▼▼▼

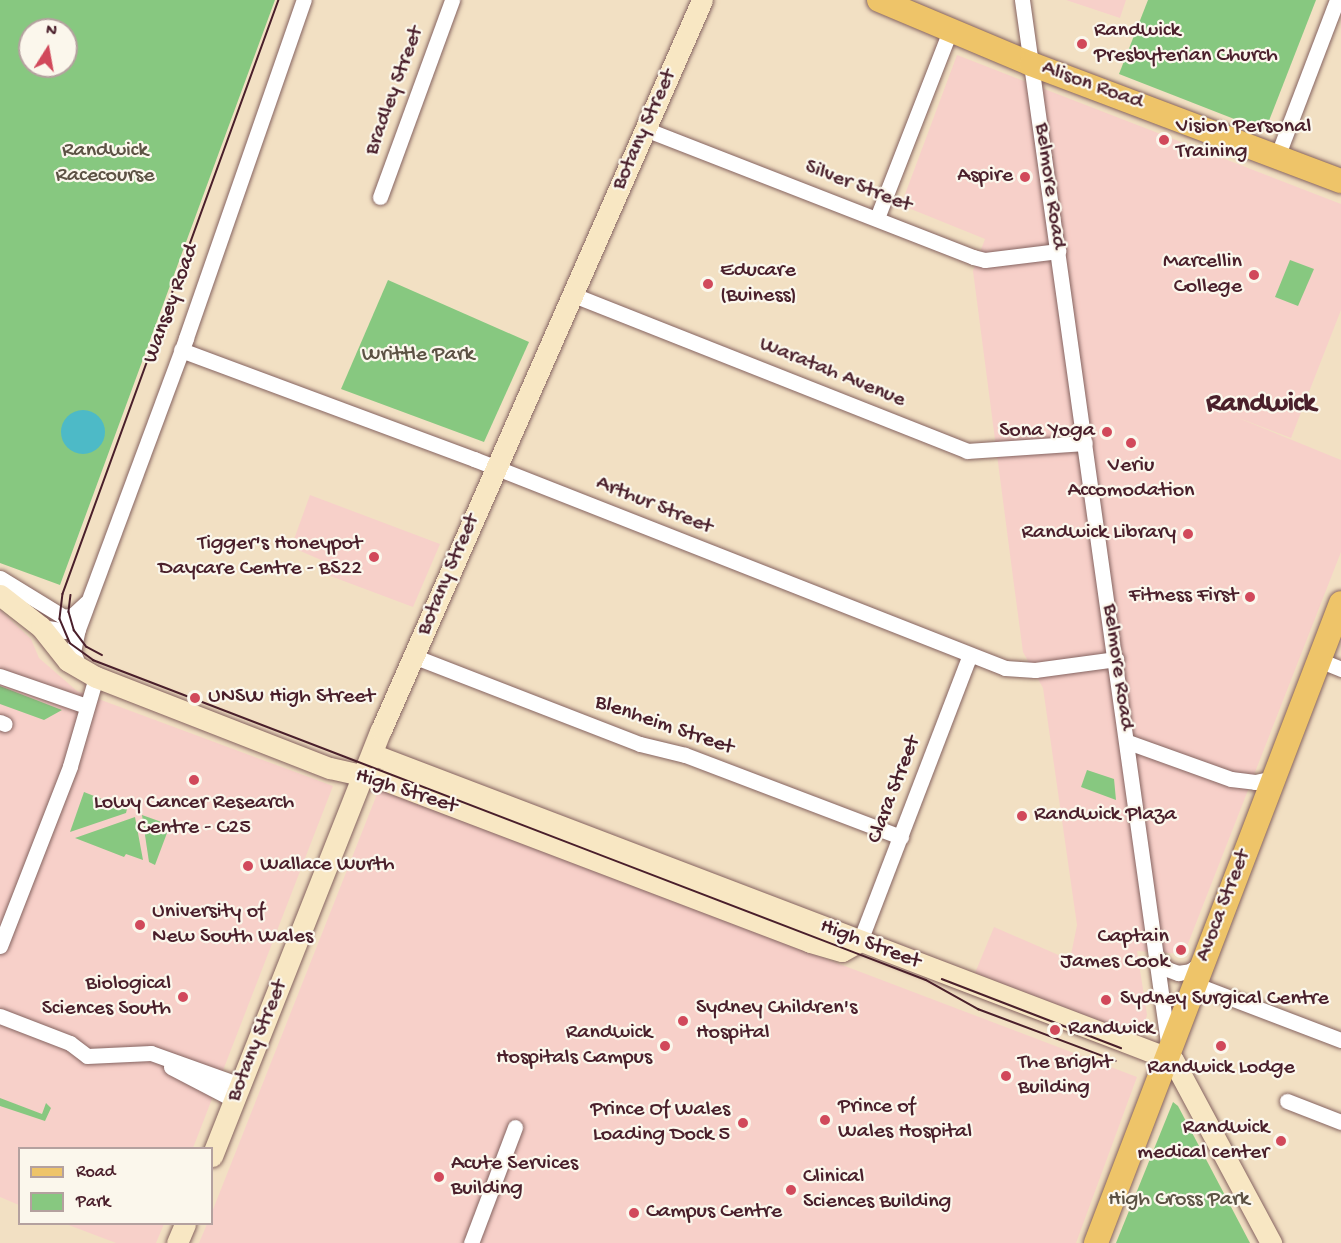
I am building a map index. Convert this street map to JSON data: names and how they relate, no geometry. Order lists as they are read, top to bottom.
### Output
{
  "streets": {
    "main road": ["Alison Road", "Avoca Street"],
    "street": [
      "Bradley Street",
      "Botany Street",
      "Belmore Road",
      "Silver Street",
      "Wansey Road",
      "Waratah Avenue",
      "Arthur Street",
      "Blenheim Street",
      "Clara Street",
      "High Street"
    ]
  },
  "crossings": [
    ["Alison Road", "Belmore Road"],
    ["Botany Street", "Silver Street"],
    ["Botany Street", "Waratah Avenue"],
    ["Botany Street", "Arthur Street"],
    ["Botany Street", "Blenheim Street"],
    ["Botany Street", "High Street"],
    ["Belmore Road", "Silver Street"],
    ["Belmore Road", "Waratah Avenue"],
    ["Belmore Road", "Arthur Street"],
    ["Belmore Road", "High Street"],
    ["Belmore Road", "Avoca Street"],
    ["Wansey Road", "Arthur Street"],
    ["Wansey Road", "High Street"],
    ["Arthur Street", "Clara Street"],
    ["Blenheim Street", "Clara Street"],
    ["Clara Street", "High Street"],
    ["High Street", "Avoca Street"]
  ],
  "districts": ["Randwick"],
  "parks": ["Randwick Racecourse", "Writtle Park", "High Cross Park"],
  "places": [
    "Randwick Presbyterian Church",
    "Vision Personal Training",
    "Aspire",
    "Marcellin College",
    "Educare (Buiness)",
    "Sona Yoga",
    "Veriu Accomodation",
    "Randwick Library",
    "Tigger's Honeypot Daycare Centre - BS22",
    "Fitness First",
    "UNSW High Street",
    "Lowy Cancer Research Centre - C25",
    "Randwick Plaza",
    "Wallace Wurth",
    "University of New South Wales",
    "Captain James Cook",
    "Biological Sciences South",
    "Sydney Surgical Centre",
    "Sydney Children's Hospital",
    "Randwick",
    "Randwick Hospitals Campus",
    "Randwick Lodge",
    "The Bright Building",
    "Prince of Wales Hospital",
    "Prince Of Wales Loading Dock 5",
    "Randwick medical center",
    "Acute Services Building",
    "Clinical Sciences Building",
    "Campus Centre"
  ],
  "legend": ["Road", "Park"],
  "north": "top"
}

▲▲▲

Work task: Go through the records above, find every line with the word "Park", and list those lines.

Written reply:
  "parks": ["Randwick Racecourse", "Writtle Park", "High Cross Park"],
  "legend": ["Road", "Park"],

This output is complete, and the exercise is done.